§ Task objective: Take the entries that follow and return only the lines from the one with "For a GIS import: What" through the final line, leaving every picture behind.

[Stored items]
== Segment start ==

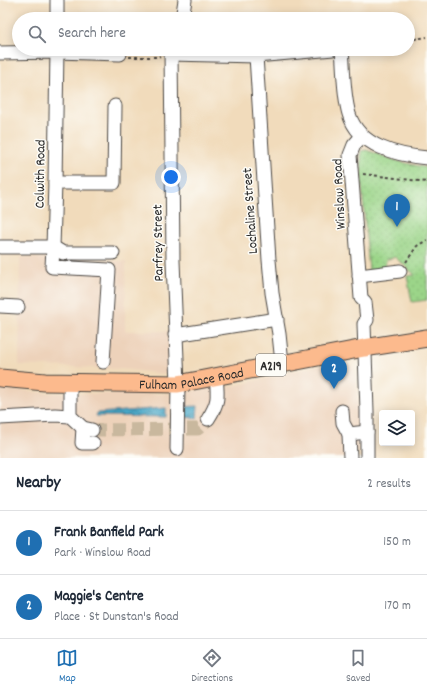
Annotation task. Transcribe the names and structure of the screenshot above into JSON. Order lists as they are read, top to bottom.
{
  "streets": {
    "main road": ["A219", "Fulham Palace Road"],
    "street": [
      "Colwith Road",
      "Winslow Road",
      "Lochaline Street",
      "Parfrey Street"
    ]
  },
  "crossings": [
    ["Winslow Road", "Fulham Palace Road"],
    ["Lochaline Street", "Fulham Palace Road"],
    ["Parfrey Street", "Fulham Palace Road"]
  ],
  "page": {
    "search": "Search here",
    "pins": ["1", "2"],
    "heading": ["Nearby", "2 results"],
    "list": [
      {
        "mark": "1",
        "name": "Frank Banfield Park",
        "note": "Park · Winslow Road",
        "value": "150 m"
      },
      {
        "mark": "2",
        "name": "Maggie's Centre",
        "note": "Place · St Dunstan's Road",
        "value": "170 m"
      }
    ],
    "nav": ["Map", "Directions", "Saved"]
  }
}
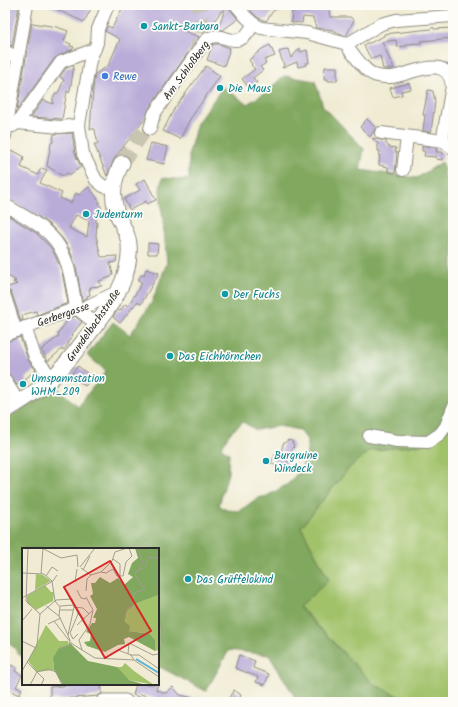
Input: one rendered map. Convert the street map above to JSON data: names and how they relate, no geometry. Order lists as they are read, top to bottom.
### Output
{
  "streets": {
    "main road": ["Grundelbachstraße"],
    "street": ["Am Schloßberg", "Gerbergasse"]
  },
  "crossings": [
    ["Gerbergasse", "Grundelbachstraße"]
  ],
  "places": [
    "Sankt-Barbara",
    "Rewe",
    "Die Maus",
    "Judenturm",
    "Der Fuchs",
    "Das Eichhörnchen",
    "Umspannstation WHM_209",
    "Burgruine Windeck",
    "Das Grüffelokind"
  ]
}
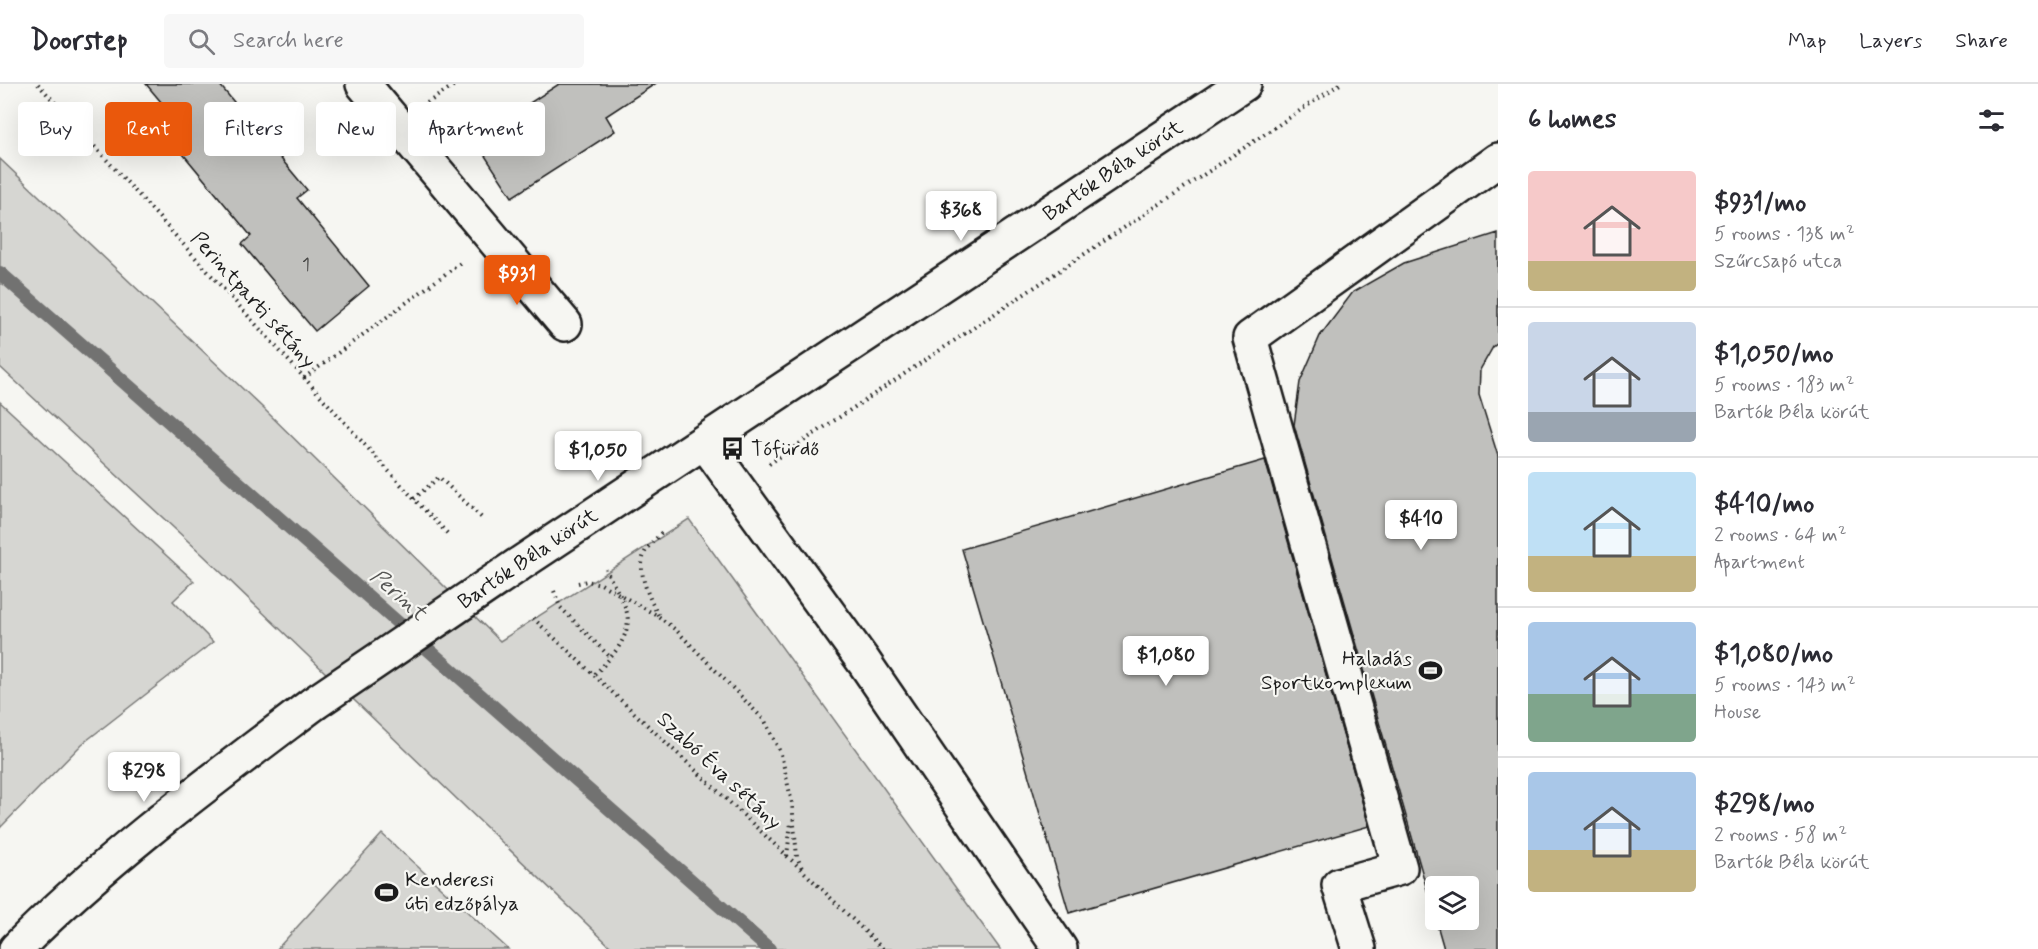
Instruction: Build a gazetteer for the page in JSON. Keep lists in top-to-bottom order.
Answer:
{
  "streets": {
    "street": ["Bartók Béla körút"],
    "path": ["Perintparti sétány", "Szabó Éva sétány"]
  },
  "water": ["Perint"],
  "places": {
    "bus stop": ["Tófürdő"],
    "sports": ["Haladás Sportkomplexum", "Kenderesi úti edzőpálya"]
  },
  "house_numbers": ["1"],
  "page": {
    "header": "Doorstep",
    "search": "Search here",
    "nav": ["Map", "Layers", "Share"],
    "heading": "6 homes",
    "chip": [
      "Buy",
      "Rent",
      "Filters",
      "New",
      "Apartment"
    ],
    "list": [
      {
        "name": "$931/mo",
        "note": "5 rooms · 138 m² · Szűrcsapó utca"
      },
      {
        "name": "$1,050/mo",
        "note": "5 rooms · 183 m² · Bartók Béla körút"
      },
      {
        "name": "$410/mo",
        "note": "2 rooms · 64 m² · Apartment"
      },
      {
        "name": "$1,080/mo",
        "note": "5 rooms · 143 m² · House"
      },
      {
        "name": "$298/mo",
        "note": "2 rooms · 58 m² · Bartók Béla körút"
      }
    ],
    "price": [
      "$368",
      "$931",
      "$1,050",
      "$410",
      "$1,080",
      "$298"
    ]
  }
}
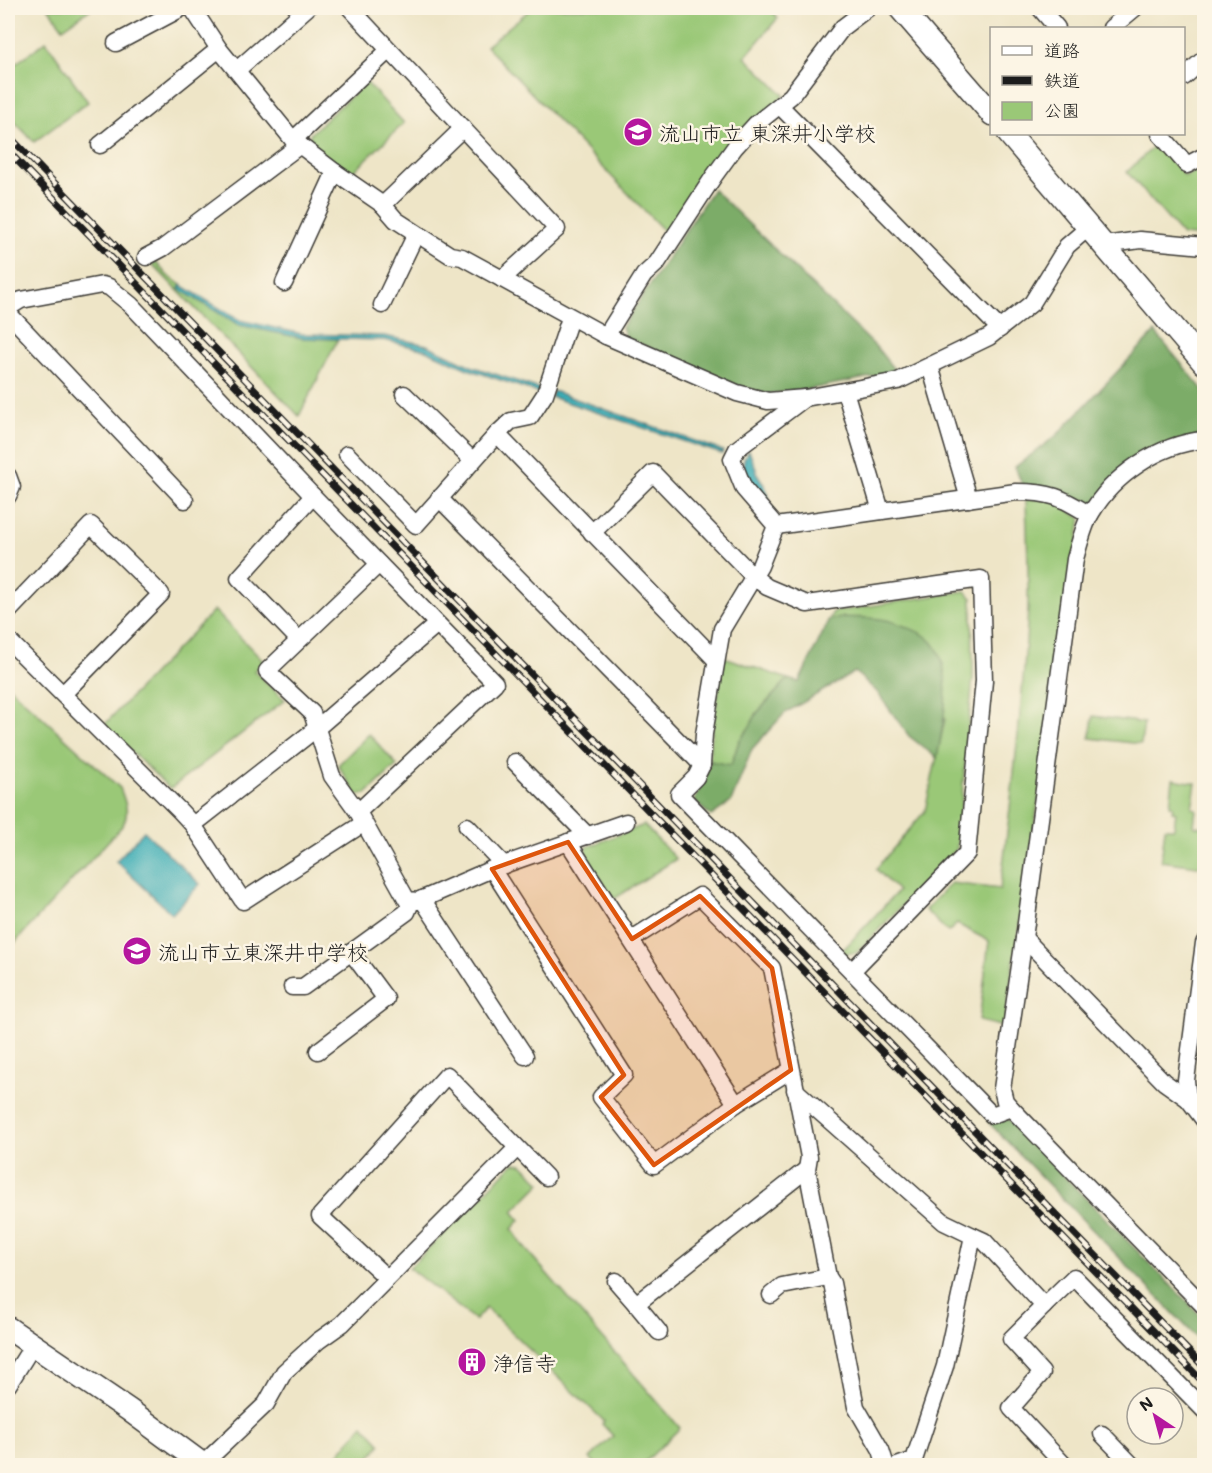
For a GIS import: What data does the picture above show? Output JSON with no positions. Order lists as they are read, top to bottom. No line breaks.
{"places":{"school or university":["流山市立 東深井小学校","流山市立東深井中学校"],"building":["浄信寺"]},"legend":["道路","鉄道","公園"],"north":"top left"}
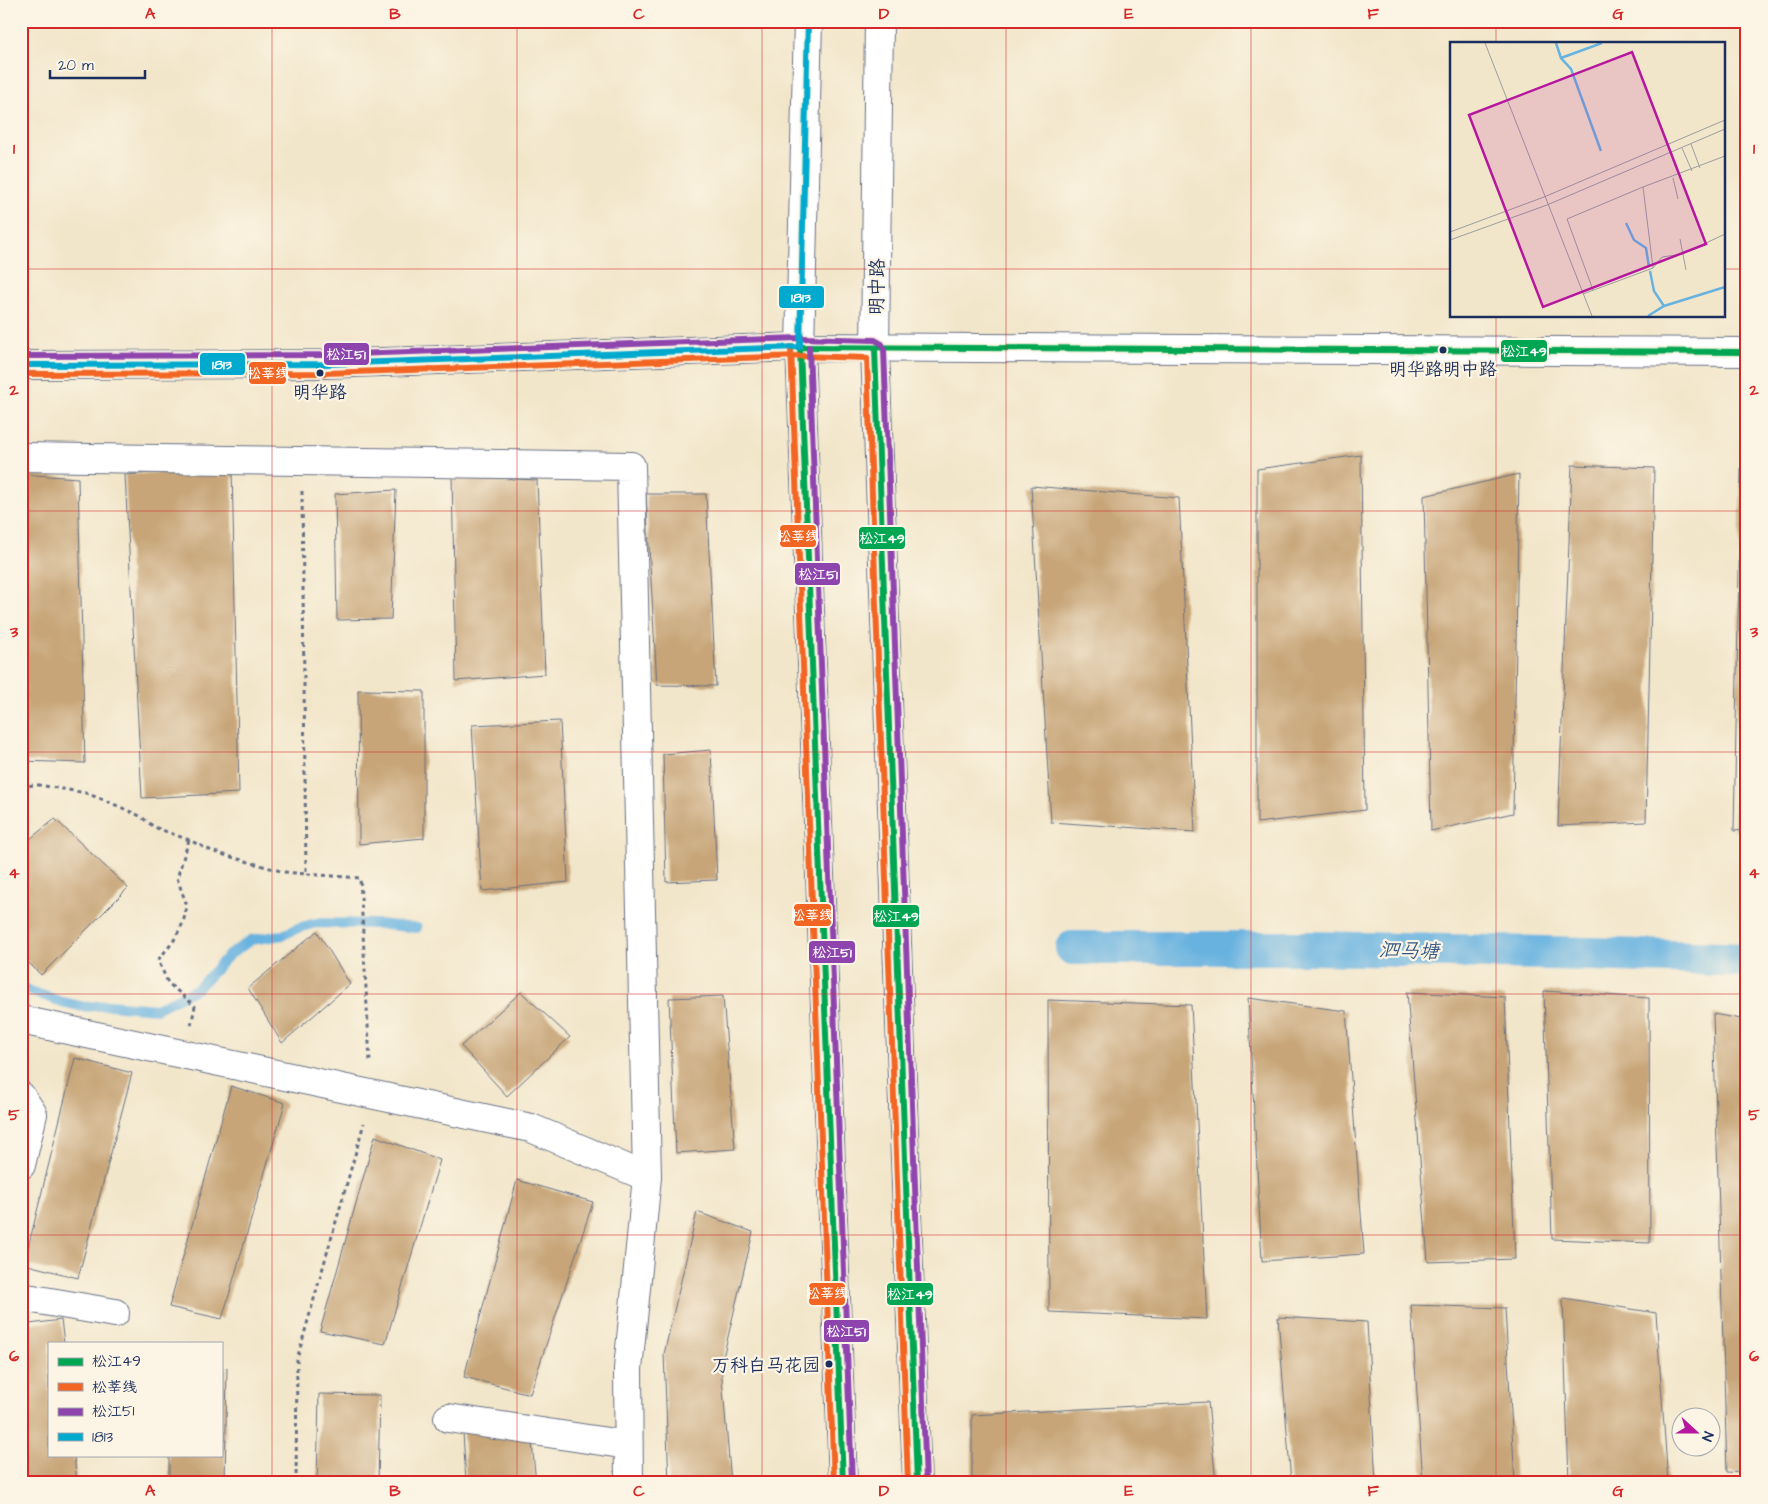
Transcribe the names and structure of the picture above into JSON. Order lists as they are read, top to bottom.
{
  "streets": {
    "main road": ["明中路"]
  },
  "water": ["泗马塘"],
  "places": ["明华路明中路", "明华路", "万科白马花园"],
  "lines": [
    "transit line 1813",
    "transit line 松江51",
    "transit line 松江49",
    "transit line 松莘线"
  ],
  "legend": [
    "松江49",
    "松莘线",
    "松江51",
    "1813"
  ],
  "scale_bar": "20 m",
  "north": "right",
  "grid": {
    "columns": [
      "A",
      "B",
      "C",
      "D",
      "E",
      "F",
      "G"
    ],
    "rows": [
      "1",
      "2",
      "3",
      "4",
      "5",
      "6"
    ]
  }
}
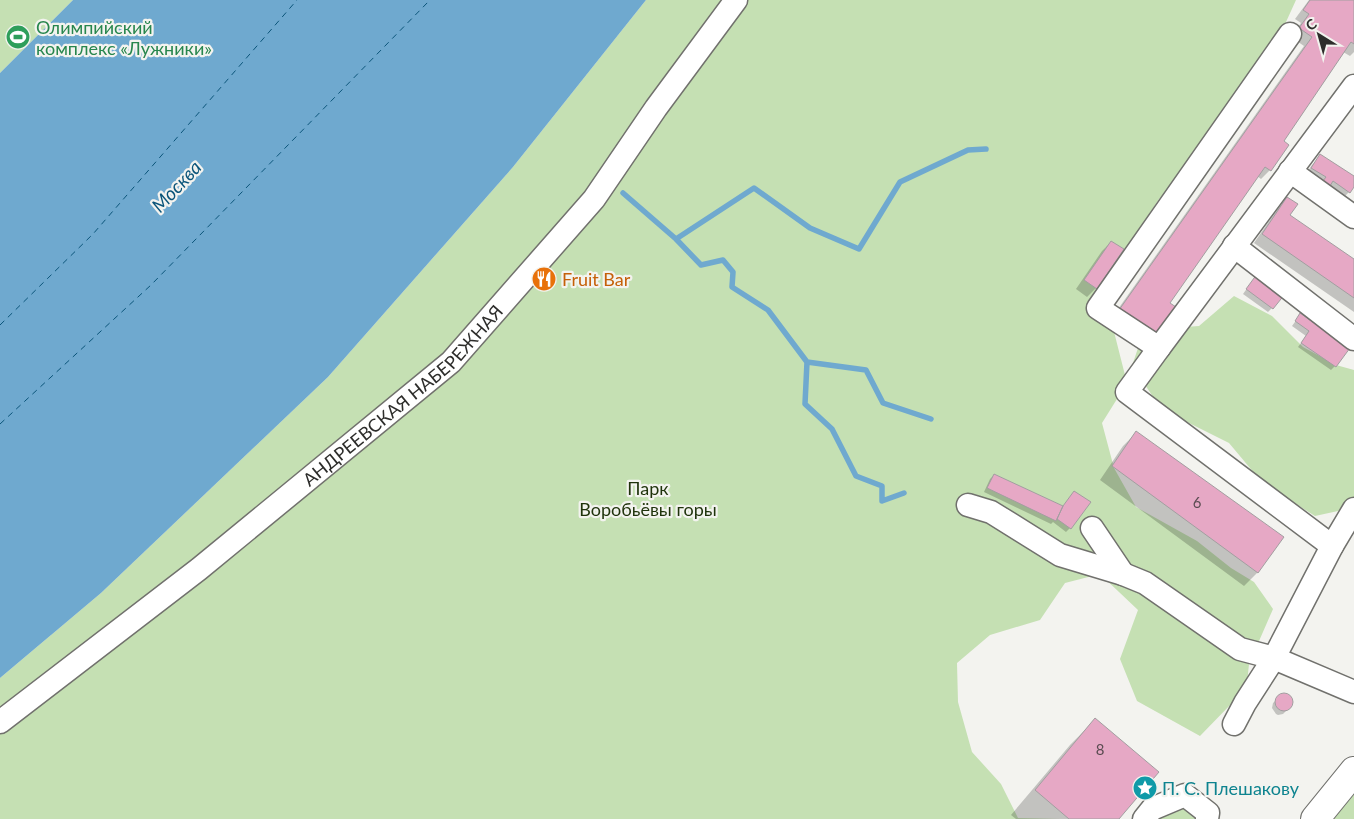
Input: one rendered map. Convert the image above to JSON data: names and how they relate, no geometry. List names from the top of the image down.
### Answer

== Segment end ==

§ Reply:
For a GIS import: What data does the picture above show? Output JSON with no positions. Order lists as they are read, top to bottom. No line breaks.
{"places":{"school or university":["流山市立 東深井小学校","流山市立東深井中学校"],"building":["浄信寺"]},"legend":["道路","鉄道","公園"],"north":"top left"}
Transcribe the names and structure of the picture above into JSON. Order lists as they are read, top to bottom.
{
  "streets": {
    "main road": ["明中路"]
  },
  "water": ["泗马塘"],
  "places": ["明华路明中路", "明华路", "万科白马花园"],
  "lines": [
    "transit line 1813",
    "transit line 松江51",
    "transit line 松江49",
    "transit line 松莘线"
  ],
  "legend": [
    "松江49",
    "松莘线",
    "松江51",
    "1813"
  ],
  "scale_bar": "20 m",
  "north": "right",
  "grid": {
    "columns": [
      "A",
      "B",
      "C",
      "D",
      "E",
      "F",
      "G"
    ],
    "rows": [
      "1",
      "2",
      "3",
      "4",
      "5",
      "6"
    ]
  }
}
Input: one rendered map. Convert the image above to JSON data: names and how they relate, no geometry. List names from the top of the image down.
### Answer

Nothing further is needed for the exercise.